**PROBLEM STATEMENT**
Say how many lines in the entries below mention "linecap", with no other words.

──────── SOURCE INFORMATION ────────

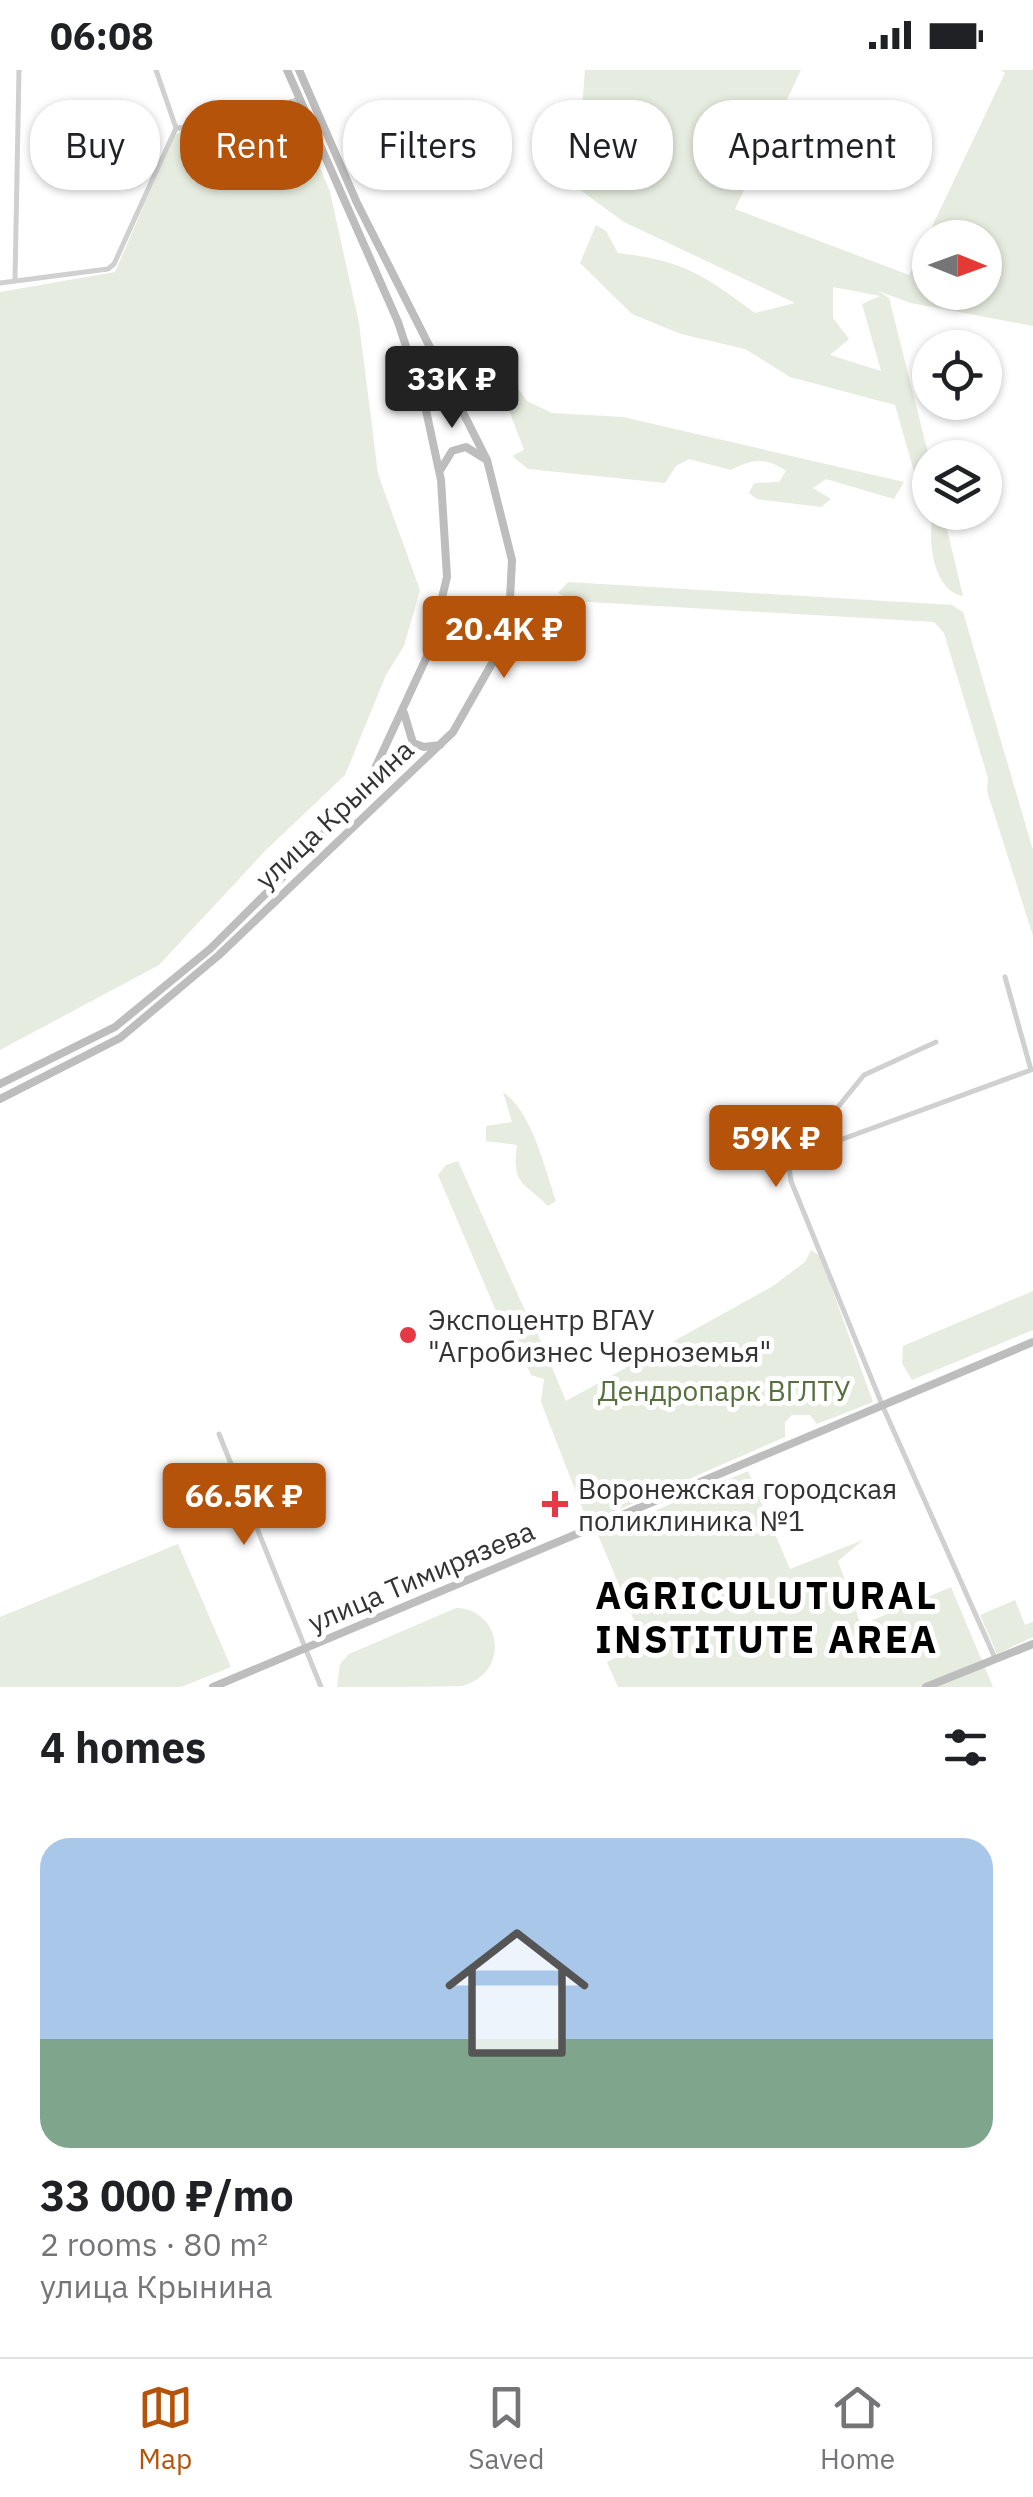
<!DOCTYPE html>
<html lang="en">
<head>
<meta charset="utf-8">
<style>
	:root { --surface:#fff; --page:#f6f6f6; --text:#202124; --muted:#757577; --line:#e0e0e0; --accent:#b45309 }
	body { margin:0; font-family:"IBM Plex Sans",sans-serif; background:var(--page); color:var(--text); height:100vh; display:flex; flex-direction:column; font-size:38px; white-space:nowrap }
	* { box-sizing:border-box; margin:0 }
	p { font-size:32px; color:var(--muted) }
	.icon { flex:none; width:55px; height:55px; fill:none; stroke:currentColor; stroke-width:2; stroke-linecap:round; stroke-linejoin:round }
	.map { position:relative; height:1617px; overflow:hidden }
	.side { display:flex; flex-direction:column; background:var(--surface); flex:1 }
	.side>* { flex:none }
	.guide { position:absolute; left:30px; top:30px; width:975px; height:90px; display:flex; gap:20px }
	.needle { width:65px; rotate:91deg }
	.tools { position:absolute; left:912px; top:150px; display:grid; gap:20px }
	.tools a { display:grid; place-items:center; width:90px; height:90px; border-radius:50%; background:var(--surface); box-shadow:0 2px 8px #0004; font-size:50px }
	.price { position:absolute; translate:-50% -85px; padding:0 22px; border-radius:10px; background:var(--accent); color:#fff; font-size:32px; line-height:65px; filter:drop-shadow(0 2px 5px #0008) }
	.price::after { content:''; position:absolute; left:50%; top:60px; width:30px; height:22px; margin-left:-15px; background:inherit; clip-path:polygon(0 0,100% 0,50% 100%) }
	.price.active { background:#222; color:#fff }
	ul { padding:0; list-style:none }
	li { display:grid; align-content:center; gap:20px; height:530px; padding:0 40px }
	li span { display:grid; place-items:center; height:310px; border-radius:30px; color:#555 }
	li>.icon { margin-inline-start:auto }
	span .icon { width:180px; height:180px; fill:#fffc; stroke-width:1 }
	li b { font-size:42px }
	h2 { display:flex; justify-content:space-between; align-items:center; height:120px; padding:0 40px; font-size:42px }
	.pill { padding:0 35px; border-radius:40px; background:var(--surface); box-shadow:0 2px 8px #0004; font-size:35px; line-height:90px }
	.pill.active { background:var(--accent); color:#fff }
	.status { display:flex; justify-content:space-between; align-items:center; height:70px; padding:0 50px; background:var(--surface); direction:ltr }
	.status svg { height:28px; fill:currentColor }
	.dock { display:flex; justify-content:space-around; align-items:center; height:140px; border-top:2px solid var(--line); background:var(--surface); font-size:28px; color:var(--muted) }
	.dock a { display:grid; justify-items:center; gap:5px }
	.dock .active { color:var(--accent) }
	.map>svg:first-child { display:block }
	.green { fill:#e6ecdf; fill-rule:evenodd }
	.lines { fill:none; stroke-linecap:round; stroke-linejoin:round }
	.street { stroke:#d0d0d0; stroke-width:5 }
	.secondary { stroke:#bdbdbd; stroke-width:8 }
	.poi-dot { fill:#e63946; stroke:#fff; stroke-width:4 }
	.labels { text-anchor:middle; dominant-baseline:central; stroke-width:10; stroke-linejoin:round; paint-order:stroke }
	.street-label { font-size:28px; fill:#333; stroke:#fff }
	.poi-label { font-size:28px; fill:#333; stroke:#fff; text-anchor:start }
	.park-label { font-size:28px; fill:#56703f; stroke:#fff }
	.district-label { font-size:38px; font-weight:bold; letter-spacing:2.5px; fill:#000; stroke:#fff }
</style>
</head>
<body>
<div class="status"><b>06:08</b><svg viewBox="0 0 49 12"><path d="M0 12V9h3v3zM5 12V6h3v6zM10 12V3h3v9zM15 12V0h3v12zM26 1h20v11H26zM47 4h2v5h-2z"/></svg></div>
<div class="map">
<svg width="1033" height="1617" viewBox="0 0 1033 1617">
	<rect width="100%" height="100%" fill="#fff"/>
	<path class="green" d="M585 0H801L735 139 909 205 1005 3 1001 0H1033V256L911 233 878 221 889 228 930 391V431L915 405 895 335 790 307 745 279 681 264 632 244 580 193 596 155 606 161 618 183C684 191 702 204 755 243L795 233 624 152 576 117ZM930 168H985V222H930ZM833 217 880 226 862 234 881 301 830 285 849 269 833 248Z
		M290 51 315 86 330 122 359 253 378 404 420 520 404 576 386 605 345 705 265 781 159 895 0 980V222L115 202 175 64Z
		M503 298 527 331 552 343 623 347 904 412 894 429 826 409 813 418 831 429 821 437 757 429 749 423 754 413 779 412 786 401C766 387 753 389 731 400L689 389 676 396 665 413 528 399 512 386 524 380 496 306Z
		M933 443 944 447 963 526C931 520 928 467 933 443Z
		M568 512 952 535 963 542 1033 780V866L987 721 988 708 944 563 934 552 572 531 558 523Z
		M503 1022C532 1042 544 1096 556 1131L548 1136C521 1110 512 1114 517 1075L486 1071V1056L512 1052Z
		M458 1091 527 1245 524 1254 499 1248 438 1105 446 1095Z
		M811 1180 820 1186 873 1332 817 1354 810 1345H792L785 1352V1367L588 1453 541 1332 544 1309 531 1305 515 1271 534 1255 566 1331 773 1216 805 1192Z
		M1033 1221V1260L912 1310 902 1293 903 1276Z
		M748 1401 790 1499 863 1470 838 1491 861 1555 951 1517 993 1617H618L607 1592 644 1574 598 1465Z
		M178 1474 231 1597 181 1617H0V1547Z
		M1015 1530 1025 1555 1033 1552V1567L997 1584 980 1545Z
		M456 1538C502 1539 511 1603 462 1616 429 1617 372 1617 337 1617L340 1594 349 1584Z"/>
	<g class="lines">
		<path class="street" d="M156 0 176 58 218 56 299 29
			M15 210 19 0
			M0 213 108 199 114 194 176 58
			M936 972 864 1005 789 1097 791 1111 883 1337 995 1588
			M822 1053 840 1070 1031 1000 1005 907
			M219 1364 321 1617"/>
		<path class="secondary" d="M441 399 452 381 466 377 487 390
			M404 643 413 673 424 677 440 675
			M0 1014 115 957 210 879 307 783 371 707 429 582 447 507 441 410 424 331 398 252 287 0
			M0 1029 120 968 219 885 453 662 499 581 510 529 512 490 487 390 357 133 299 0
			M213 1617 1033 1272
			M926 1617 1033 1574"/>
	</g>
	<g class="poi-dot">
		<circle cx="408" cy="1265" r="10"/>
		<path d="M550 1419h10v10h10v10h-10v10h-10v-10h-10v-10h10z"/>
	</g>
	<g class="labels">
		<g class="street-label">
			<text transform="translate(334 744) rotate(-43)">улица Крынина</text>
			<text transform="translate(421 1506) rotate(-23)">улица Тимирязева</text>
		</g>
		<g class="poi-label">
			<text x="428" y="1249">Экспоцентр ВГАУ<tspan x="428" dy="32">"Агробизнес Черноземья"</tspan></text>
			<text x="578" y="1418">Воронежская городская<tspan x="578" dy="32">поликлиника №1</tspan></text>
		</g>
		<g class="park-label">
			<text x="724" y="1320">Дендропарк ВГЛТУ</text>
		</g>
		<g class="district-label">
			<text x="767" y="1524">AGRICULUTURAL<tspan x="767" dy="44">INSTITUTE AREA</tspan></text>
		</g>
	</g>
</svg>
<div class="tools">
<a><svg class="needle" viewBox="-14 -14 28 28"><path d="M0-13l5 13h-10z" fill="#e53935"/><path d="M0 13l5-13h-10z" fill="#757577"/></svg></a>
<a><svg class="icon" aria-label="locate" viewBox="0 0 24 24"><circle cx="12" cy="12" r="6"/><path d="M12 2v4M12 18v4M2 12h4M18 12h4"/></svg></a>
<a><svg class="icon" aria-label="layers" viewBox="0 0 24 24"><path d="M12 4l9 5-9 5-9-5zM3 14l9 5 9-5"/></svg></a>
</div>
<b class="price active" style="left:452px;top:361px">33K ₽</b>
<b class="price" style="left:504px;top:611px">20.4K ₽</b>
<b class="price" style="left:776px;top:1120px">59K ₽</b>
<b class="price" style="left:244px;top:1478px">66.5K ₽</b>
<div class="guide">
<a class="pill">Buy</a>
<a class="pill active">Rent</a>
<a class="pill">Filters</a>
<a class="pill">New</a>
<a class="pill">Apartment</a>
</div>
</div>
<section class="side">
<h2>4 homes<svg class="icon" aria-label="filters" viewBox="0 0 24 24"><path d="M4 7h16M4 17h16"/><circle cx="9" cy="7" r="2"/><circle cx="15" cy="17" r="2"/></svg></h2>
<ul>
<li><span style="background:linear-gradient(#a9c7e8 65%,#7fa58c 0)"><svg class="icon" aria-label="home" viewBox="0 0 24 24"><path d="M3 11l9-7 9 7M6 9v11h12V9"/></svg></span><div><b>33 000 ₽/mo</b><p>2 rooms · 80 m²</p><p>улица Крынина</p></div></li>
</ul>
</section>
<nav class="dock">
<a class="active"><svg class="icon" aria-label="map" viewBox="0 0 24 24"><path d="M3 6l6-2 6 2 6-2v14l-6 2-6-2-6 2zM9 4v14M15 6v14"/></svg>Map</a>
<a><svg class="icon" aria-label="saved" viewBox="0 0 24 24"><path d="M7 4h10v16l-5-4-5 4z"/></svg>Saved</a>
<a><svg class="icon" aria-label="home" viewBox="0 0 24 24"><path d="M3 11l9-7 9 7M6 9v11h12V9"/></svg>Home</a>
</nav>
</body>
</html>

────────

**THE ANSWER**
2